- _To do_:
Identify each line below containing the string "bubble" and copy it.
'''
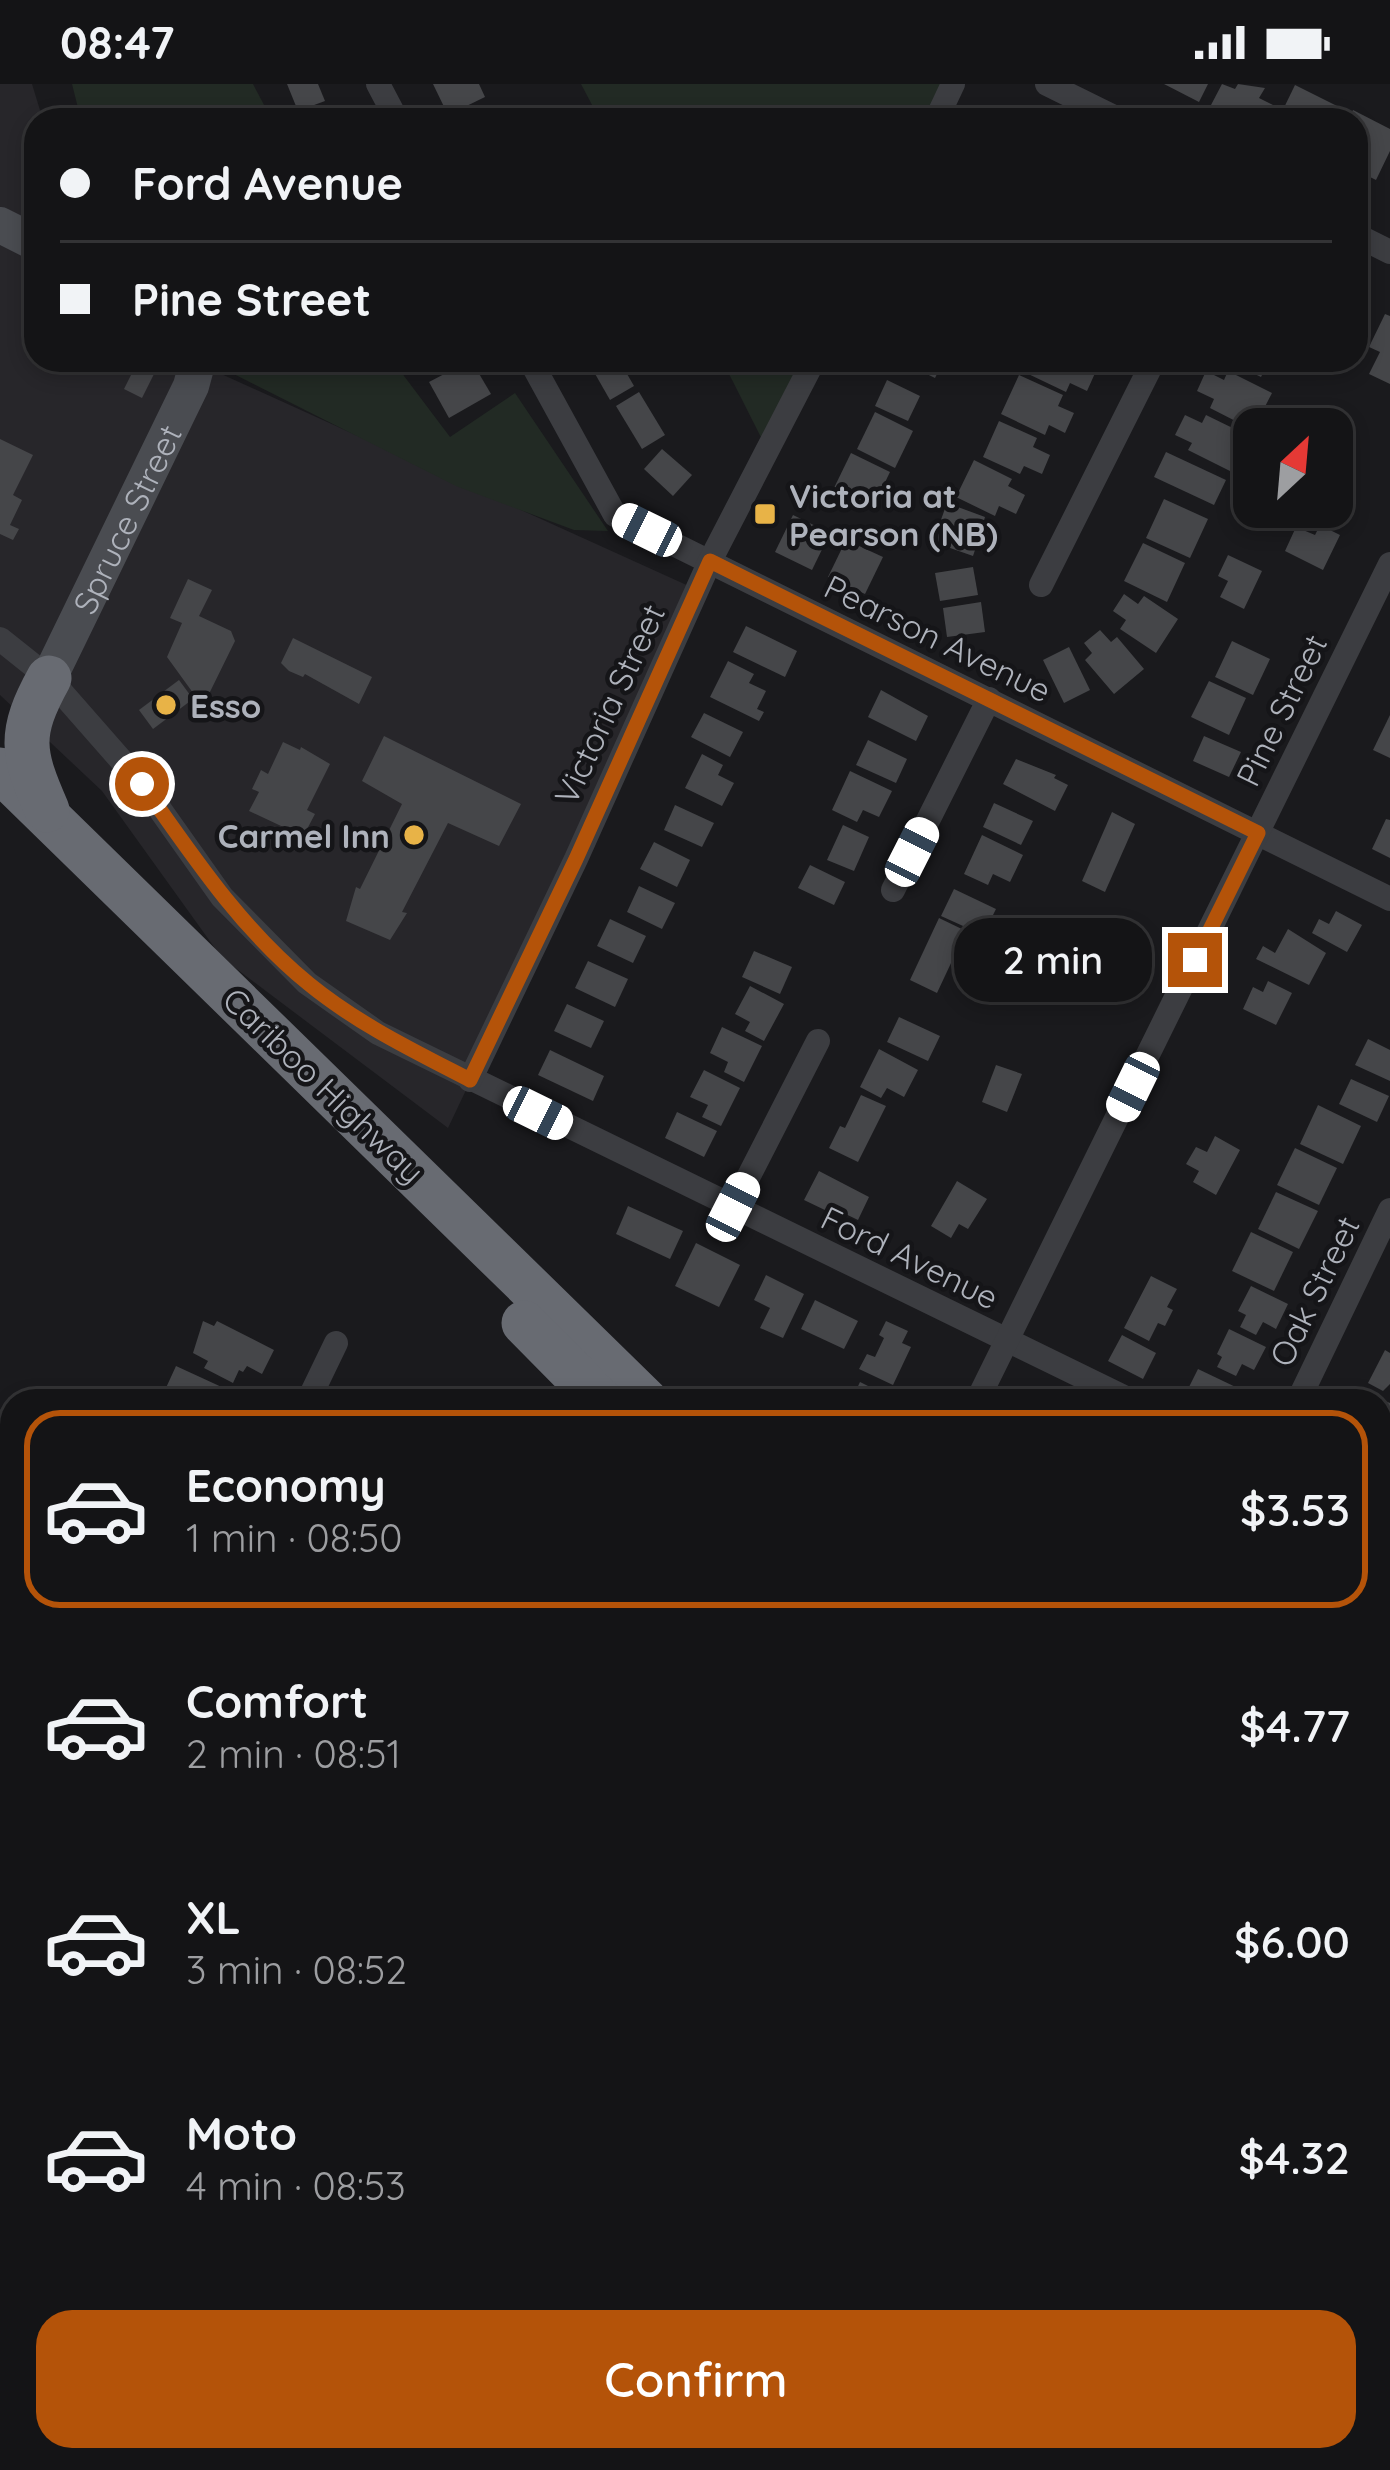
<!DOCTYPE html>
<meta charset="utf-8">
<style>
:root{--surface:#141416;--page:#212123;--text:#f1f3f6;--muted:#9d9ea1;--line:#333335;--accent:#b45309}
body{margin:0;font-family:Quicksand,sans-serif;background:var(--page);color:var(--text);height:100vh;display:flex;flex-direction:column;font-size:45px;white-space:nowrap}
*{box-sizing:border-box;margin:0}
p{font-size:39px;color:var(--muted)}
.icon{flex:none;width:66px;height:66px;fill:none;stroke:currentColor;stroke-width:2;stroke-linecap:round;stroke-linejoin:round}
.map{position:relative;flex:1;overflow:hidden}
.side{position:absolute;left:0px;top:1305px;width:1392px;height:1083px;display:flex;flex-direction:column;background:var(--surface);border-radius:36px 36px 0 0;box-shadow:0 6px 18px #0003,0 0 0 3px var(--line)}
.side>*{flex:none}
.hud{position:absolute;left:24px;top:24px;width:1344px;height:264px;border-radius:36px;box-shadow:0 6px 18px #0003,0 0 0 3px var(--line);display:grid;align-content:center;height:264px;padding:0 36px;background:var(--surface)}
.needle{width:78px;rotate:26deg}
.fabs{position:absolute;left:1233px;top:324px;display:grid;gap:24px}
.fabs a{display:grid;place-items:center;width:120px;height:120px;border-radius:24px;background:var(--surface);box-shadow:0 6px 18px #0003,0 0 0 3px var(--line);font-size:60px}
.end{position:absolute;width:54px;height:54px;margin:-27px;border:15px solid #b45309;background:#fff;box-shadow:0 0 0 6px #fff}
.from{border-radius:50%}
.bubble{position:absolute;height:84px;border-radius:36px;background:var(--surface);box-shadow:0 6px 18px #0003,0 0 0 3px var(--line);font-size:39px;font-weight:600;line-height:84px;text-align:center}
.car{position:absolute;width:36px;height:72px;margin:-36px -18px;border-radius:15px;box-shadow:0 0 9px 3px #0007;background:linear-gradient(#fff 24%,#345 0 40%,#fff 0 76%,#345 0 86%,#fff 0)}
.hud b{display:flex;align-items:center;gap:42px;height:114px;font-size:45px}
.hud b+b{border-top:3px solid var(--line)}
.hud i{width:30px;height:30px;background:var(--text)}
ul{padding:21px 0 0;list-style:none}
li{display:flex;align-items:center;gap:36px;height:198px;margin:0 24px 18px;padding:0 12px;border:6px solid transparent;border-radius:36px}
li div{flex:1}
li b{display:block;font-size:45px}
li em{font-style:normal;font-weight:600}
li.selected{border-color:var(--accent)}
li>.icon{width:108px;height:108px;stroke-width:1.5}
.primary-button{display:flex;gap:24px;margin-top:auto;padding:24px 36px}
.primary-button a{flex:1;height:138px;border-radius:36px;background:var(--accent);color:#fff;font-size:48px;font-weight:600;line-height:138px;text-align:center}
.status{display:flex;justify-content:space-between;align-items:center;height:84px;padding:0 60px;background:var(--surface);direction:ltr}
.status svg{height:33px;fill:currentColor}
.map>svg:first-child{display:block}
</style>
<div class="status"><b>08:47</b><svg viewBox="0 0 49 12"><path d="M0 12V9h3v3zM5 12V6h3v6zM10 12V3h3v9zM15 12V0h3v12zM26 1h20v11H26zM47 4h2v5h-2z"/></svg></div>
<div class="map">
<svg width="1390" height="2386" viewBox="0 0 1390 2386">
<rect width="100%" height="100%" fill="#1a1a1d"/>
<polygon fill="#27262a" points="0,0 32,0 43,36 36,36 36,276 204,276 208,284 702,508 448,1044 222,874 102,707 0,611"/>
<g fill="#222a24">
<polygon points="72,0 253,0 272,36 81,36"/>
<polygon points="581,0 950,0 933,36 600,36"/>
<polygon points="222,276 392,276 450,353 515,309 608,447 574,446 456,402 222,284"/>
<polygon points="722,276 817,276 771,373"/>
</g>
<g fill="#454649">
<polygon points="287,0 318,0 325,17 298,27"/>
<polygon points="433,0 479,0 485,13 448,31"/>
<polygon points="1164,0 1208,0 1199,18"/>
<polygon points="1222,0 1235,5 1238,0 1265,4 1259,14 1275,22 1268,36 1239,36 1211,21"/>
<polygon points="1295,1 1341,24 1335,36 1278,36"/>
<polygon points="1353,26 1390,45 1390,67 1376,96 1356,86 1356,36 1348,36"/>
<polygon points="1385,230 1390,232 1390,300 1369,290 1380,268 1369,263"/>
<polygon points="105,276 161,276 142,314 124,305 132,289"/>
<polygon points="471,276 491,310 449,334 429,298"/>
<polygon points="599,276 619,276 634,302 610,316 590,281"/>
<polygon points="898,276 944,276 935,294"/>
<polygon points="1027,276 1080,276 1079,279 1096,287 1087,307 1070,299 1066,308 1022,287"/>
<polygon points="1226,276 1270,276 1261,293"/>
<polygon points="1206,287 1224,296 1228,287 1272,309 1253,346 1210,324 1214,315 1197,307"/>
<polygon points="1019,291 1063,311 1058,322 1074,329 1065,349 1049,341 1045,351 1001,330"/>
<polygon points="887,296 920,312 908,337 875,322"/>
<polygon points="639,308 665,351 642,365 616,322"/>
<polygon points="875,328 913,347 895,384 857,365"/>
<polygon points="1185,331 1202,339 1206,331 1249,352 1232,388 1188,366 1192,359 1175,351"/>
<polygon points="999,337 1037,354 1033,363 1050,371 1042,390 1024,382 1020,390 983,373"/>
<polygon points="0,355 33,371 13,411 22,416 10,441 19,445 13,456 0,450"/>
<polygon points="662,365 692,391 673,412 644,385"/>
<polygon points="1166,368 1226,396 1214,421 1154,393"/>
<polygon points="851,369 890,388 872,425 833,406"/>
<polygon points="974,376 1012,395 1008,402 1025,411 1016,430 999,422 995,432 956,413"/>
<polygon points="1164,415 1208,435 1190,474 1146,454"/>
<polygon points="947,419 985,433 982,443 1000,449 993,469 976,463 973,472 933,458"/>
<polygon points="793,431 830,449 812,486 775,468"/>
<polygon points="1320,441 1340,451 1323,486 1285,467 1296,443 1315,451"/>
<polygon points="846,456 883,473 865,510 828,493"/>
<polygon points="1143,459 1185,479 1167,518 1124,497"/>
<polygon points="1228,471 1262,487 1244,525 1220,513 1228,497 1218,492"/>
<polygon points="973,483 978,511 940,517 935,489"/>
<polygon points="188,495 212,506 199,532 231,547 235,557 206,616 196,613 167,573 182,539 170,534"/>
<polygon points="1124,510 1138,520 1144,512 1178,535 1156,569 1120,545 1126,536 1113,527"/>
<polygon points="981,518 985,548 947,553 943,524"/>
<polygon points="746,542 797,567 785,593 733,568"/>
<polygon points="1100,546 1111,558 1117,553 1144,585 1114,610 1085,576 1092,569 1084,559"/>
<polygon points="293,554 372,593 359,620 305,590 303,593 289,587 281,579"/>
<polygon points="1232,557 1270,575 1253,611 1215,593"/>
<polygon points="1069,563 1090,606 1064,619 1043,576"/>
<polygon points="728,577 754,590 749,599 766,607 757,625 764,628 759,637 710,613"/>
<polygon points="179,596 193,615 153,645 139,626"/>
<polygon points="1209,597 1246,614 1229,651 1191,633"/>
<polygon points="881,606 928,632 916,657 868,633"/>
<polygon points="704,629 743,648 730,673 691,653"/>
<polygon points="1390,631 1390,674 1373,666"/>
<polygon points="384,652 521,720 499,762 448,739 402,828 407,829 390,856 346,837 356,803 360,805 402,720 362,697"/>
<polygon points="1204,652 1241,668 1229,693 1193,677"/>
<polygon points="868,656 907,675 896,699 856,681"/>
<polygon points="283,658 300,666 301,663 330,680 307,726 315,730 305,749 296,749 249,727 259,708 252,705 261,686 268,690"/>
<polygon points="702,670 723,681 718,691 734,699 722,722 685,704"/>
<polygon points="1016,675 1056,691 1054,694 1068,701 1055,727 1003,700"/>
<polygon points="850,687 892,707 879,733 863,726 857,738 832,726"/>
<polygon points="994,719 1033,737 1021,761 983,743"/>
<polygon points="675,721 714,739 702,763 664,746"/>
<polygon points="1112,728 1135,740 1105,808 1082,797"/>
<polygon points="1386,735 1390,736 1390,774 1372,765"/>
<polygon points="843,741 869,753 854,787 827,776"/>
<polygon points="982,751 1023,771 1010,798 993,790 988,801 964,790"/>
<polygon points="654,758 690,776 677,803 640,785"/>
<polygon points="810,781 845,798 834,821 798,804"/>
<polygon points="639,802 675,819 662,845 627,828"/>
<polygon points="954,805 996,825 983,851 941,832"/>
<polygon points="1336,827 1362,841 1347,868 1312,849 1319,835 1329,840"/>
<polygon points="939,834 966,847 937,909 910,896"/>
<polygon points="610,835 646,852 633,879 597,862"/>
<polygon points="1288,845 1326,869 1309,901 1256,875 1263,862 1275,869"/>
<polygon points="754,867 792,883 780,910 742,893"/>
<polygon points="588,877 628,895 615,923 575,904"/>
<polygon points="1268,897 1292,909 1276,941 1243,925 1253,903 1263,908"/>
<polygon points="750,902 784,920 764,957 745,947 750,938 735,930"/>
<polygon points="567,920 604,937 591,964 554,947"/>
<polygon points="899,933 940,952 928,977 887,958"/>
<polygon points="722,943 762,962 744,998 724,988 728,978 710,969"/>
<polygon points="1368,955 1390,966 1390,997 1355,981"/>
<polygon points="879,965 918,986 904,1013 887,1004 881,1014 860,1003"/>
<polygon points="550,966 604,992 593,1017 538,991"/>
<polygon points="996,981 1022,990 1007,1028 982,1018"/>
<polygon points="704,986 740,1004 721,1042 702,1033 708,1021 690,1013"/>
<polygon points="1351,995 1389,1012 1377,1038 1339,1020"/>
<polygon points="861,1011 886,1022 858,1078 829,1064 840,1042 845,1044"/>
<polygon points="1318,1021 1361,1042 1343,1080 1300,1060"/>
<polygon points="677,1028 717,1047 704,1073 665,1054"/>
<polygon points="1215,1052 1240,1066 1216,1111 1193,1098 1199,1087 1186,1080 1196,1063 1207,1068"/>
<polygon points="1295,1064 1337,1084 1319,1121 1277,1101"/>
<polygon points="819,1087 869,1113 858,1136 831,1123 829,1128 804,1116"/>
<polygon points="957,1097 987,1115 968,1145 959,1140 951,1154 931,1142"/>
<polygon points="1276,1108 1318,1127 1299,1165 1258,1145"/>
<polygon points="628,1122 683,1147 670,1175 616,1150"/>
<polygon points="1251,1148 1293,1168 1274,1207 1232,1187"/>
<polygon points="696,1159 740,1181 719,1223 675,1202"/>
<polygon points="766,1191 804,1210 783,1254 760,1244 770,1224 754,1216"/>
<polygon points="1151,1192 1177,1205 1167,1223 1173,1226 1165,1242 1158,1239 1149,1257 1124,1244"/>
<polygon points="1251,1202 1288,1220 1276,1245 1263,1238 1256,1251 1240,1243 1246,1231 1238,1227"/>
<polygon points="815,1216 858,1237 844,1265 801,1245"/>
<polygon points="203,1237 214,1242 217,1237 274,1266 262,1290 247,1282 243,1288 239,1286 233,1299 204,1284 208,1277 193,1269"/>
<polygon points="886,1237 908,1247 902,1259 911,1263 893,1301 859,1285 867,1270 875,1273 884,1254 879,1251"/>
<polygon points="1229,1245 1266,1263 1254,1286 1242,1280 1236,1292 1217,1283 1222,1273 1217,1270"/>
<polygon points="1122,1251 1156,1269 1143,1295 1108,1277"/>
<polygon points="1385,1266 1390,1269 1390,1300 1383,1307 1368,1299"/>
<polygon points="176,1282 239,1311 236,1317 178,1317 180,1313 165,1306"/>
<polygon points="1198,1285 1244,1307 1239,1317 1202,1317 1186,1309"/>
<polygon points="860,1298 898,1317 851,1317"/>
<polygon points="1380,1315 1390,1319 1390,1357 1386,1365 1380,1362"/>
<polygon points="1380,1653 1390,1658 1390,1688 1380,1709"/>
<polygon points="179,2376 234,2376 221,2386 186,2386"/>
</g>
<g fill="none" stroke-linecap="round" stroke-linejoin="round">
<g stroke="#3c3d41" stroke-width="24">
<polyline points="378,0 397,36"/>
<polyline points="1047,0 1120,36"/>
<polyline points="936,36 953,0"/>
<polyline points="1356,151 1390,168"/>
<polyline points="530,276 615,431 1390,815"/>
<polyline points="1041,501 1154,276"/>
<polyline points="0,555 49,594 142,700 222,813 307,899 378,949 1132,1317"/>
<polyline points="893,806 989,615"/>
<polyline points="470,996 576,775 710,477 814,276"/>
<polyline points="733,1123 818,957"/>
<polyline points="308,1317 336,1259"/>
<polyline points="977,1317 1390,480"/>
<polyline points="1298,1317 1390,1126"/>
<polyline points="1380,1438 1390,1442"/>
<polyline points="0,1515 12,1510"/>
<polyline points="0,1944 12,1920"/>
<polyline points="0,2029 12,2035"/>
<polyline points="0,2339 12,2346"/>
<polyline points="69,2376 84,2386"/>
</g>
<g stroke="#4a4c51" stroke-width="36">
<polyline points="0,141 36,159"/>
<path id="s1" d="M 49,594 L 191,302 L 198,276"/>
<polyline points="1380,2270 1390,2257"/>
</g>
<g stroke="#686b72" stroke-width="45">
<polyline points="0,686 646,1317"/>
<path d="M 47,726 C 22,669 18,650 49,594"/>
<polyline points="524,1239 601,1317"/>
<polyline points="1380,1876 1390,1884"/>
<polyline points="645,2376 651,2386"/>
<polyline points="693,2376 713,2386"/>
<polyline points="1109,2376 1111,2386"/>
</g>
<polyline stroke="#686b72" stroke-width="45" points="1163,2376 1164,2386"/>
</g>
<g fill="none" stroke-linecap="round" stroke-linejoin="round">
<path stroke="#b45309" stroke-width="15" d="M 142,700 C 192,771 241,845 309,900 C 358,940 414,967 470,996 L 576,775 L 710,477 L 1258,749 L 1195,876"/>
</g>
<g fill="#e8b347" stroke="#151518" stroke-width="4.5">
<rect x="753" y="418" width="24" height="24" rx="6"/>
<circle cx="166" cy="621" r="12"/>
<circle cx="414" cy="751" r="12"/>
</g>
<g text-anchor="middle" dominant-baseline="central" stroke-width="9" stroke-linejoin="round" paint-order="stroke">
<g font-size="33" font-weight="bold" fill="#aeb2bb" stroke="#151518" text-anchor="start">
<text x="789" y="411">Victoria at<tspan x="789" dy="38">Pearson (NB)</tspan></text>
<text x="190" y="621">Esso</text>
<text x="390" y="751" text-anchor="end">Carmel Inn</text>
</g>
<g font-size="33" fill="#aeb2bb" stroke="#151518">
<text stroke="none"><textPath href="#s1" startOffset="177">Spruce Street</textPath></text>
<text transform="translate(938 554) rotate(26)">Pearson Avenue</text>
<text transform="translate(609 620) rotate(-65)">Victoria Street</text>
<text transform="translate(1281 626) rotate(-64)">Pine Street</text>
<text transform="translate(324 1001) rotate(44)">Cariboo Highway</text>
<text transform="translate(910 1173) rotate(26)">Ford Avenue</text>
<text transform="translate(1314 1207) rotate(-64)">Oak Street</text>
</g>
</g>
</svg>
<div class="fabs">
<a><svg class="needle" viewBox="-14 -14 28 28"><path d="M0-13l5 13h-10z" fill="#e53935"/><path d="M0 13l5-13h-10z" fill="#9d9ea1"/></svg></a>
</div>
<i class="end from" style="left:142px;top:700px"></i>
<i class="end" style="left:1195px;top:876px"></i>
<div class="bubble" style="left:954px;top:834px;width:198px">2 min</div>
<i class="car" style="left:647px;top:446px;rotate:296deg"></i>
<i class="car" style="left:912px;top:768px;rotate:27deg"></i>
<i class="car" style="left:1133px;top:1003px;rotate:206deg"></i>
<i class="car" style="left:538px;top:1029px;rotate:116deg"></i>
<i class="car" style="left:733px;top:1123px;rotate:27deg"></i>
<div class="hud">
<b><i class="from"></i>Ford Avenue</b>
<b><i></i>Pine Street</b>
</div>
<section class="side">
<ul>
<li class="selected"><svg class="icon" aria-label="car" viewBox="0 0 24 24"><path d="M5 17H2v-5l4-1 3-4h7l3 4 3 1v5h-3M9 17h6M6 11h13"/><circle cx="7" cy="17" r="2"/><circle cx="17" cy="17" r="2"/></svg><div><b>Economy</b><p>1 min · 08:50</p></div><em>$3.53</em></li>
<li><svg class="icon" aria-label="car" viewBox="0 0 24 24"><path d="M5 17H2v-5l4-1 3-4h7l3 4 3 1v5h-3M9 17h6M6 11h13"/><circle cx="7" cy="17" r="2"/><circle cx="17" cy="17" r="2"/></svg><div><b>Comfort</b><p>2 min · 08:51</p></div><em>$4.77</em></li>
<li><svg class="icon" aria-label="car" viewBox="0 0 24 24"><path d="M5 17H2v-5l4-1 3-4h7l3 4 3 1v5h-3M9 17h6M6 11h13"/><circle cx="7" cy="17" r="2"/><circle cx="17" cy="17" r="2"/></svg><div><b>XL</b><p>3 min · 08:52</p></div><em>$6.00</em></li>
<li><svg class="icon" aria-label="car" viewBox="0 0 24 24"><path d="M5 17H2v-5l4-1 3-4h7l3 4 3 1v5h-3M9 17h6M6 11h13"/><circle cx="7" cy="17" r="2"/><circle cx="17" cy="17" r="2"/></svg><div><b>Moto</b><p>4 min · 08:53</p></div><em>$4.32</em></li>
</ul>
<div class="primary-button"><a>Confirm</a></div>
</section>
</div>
'''
- _Task answer_:
.bubble{position:absolute;height:84px;border-radius:36px;background:var(--surface);box-shadow:0 6px 18px #0003,0 0 0 3px var(--line);font-size:39px;font-weight:600;line-height:84px;text-align:center}
<div class="bubble" style="left:954px;top:834px;width:198px">2 min</div>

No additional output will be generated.